"""

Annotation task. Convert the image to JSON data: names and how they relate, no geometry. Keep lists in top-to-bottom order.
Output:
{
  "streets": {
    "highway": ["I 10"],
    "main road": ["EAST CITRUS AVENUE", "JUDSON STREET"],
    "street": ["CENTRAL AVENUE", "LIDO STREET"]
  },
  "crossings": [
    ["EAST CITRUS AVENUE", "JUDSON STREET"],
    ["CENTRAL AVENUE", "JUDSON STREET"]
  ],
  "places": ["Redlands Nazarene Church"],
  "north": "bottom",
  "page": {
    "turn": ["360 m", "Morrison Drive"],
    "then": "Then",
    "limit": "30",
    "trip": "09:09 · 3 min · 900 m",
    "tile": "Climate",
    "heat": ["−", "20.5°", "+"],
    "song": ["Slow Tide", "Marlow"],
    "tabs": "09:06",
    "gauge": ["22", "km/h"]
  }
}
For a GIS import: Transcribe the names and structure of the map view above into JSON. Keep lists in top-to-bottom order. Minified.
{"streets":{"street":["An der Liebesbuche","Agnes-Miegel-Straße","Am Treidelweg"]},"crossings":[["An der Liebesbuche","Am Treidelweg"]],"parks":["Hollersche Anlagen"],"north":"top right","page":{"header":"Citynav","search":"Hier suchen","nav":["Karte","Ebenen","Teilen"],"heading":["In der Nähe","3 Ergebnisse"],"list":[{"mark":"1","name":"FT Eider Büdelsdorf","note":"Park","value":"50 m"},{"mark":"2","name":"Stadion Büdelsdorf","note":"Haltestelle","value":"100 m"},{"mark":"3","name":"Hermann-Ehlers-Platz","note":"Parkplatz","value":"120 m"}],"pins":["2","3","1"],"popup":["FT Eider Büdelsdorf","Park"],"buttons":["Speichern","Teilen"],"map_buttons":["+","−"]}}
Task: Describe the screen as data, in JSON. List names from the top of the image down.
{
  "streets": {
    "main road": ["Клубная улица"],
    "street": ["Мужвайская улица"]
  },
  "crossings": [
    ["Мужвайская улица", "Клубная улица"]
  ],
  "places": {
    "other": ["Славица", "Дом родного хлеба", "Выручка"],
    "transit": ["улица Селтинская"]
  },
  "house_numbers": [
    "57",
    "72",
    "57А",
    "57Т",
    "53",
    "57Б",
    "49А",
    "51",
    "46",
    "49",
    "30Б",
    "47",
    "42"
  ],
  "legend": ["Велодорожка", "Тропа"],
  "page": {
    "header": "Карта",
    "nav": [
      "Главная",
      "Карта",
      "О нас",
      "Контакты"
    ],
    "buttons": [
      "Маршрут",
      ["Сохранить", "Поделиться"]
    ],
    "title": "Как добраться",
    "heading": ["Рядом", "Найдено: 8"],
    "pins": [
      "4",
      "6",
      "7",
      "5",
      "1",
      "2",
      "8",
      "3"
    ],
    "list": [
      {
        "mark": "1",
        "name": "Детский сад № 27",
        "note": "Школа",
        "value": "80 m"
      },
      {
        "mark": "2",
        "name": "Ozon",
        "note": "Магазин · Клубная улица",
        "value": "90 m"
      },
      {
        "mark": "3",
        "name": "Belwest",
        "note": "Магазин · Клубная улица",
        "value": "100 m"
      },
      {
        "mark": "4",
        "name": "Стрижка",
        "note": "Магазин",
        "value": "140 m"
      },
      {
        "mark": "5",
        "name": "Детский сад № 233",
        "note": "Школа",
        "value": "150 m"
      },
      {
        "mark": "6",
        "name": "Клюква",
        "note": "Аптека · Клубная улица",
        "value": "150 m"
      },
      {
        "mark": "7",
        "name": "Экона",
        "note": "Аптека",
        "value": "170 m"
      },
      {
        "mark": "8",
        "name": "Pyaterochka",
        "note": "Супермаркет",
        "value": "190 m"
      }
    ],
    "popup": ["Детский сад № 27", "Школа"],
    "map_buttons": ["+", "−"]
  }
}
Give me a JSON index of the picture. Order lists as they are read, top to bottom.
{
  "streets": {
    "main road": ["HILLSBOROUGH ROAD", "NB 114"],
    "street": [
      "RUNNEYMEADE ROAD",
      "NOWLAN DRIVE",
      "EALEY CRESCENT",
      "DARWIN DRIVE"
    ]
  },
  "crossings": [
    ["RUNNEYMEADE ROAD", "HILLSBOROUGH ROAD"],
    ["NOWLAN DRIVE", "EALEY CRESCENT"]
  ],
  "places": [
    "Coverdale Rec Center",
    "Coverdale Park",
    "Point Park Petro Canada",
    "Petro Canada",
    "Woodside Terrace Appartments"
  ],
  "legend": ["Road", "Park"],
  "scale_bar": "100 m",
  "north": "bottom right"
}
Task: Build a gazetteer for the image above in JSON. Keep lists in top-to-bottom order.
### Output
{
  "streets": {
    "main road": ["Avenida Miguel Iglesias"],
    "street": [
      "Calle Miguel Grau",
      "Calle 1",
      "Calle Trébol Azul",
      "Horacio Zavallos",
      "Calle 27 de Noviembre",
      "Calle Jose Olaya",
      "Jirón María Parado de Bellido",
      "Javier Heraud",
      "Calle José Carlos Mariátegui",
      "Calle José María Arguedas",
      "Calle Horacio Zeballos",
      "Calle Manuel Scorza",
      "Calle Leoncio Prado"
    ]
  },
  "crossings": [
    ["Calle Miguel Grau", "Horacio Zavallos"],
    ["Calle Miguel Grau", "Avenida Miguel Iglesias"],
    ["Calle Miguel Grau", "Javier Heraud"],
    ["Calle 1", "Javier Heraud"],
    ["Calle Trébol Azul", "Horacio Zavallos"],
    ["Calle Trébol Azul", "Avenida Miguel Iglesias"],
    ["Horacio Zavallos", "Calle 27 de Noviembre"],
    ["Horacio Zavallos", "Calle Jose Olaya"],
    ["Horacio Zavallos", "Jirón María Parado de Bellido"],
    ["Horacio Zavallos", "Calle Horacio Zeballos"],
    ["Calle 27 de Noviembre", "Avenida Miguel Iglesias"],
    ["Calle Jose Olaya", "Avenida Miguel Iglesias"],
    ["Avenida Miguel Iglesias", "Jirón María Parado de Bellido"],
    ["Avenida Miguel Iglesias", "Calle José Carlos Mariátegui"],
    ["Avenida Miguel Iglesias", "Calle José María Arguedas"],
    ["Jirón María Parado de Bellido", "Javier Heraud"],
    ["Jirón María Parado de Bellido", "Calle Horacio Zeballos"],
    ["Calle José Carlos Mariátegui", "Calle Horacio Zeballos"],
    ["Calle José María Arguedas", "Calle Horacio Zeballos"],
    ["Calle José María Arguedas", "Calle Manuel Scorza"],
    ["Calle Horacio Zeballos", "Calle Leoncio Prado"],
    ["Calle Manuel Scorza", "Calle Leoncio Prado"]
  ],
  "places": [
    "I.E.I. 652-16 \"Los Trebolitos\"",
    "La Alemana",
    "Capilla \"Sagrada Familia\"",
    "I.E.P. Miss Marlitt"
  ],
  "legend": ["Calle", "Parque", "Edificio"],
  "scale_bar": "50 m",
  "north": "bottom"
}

"""

**What to produce:**
Give back, unchanged, the line containing "Task: Build a" and each line that comes after it in the entries above, ending with the last.

**Reply:**
Task: Build a gazetteer for the image above in JSON. Keep lists in top-to-bottom order.
### Output
{
  "streets": {
    "main road": ["Avenida Miguel Iglesias"],
    "street": [
      "Calle Miguel Grau",
      "Calle 1",
      "Calle Trébol Azul",
      "Horacio Zavallos",
      "Calle 27 de Noviembre",
      "Calle Jose Olaya",
      "Jirón María Parado de Bellido",
      "Javier Heraud",
      "Calle José Carlos Mariátegui",
      "Calle José María Arguedas",
      "Calle Horacio Zeballos",
      "Calle Manuel Scorza",
      "Calle Leoncio Prado"
    ]
  },
  "crossings": [
    ["Calle Miguel Grau", "Horacio Zavallos"],
    ["Calle Miguel Grau", "Avenida Miguel Iglesias"],
    ["Calle Miguel Grau", "Javier Heraud"],
    ["Calle 1", "Javier Heraud"],
    ["Calle Trébol Azul", "Horacio Zavallos"],
    ["Calle Trébol Azul", "Avenida Miguel Iglesias"],
    ["Horacio Zavallos", "Calle 27 de Noviembre"],
    ["Horacio Zavallos", "Calle Jose Olaya"],
    ["Horacio Zavallos", "Jirón María Parado de Bellido"],
    ["Horacio Zavallos", "Calle Horacio Zeballos"],
    ["Calle 27 de Noviembre", "Avenida Miguel Iglesias"],
    ["Calle Jose Olaya", "Avenida Miguel Iglesias"],
    ["Avenida Miguel Iglesias", "Jirón María Parado de Bellido"],
    ["Avenida Miguel Iglesias", "Calle José Carlos Mariátegui"],
    ["Avenida Miguel Iglesias", "Calle José María Arguedas"],
    ["Jirón María Parado de Bellido", "Javier Heraud"],
    ["Jirón María Parado de Bellido", "Calle Horacio Zeballos"],
    ["Calle José Carlos Mariátegui", "Calle Horacio Zeballos"],
    ["Calle José María Arguedas", "Calle Horacio Zeballos"],
    ["Calle José María Arguedas", "Calle Manuel Scorza"],
    ["Calle Horacio Zeballos", "Calle Leoncio Prado"],
    ["Calle Manuel Scorza", "Calle Leoncio Prado"]
  ],
  "places": [
    "I.E.I. 652-16 \"Los Trebolitos\"",
    "La Alemana",
    "Capilla \"Sagrada Familia\"",
    "I.E.P. Miss Marlitt"
  ],
  "legend": ["Calle", "Parque", "Edificio"],
  "scale_bar": "50 m",
  "north": "bottom"
}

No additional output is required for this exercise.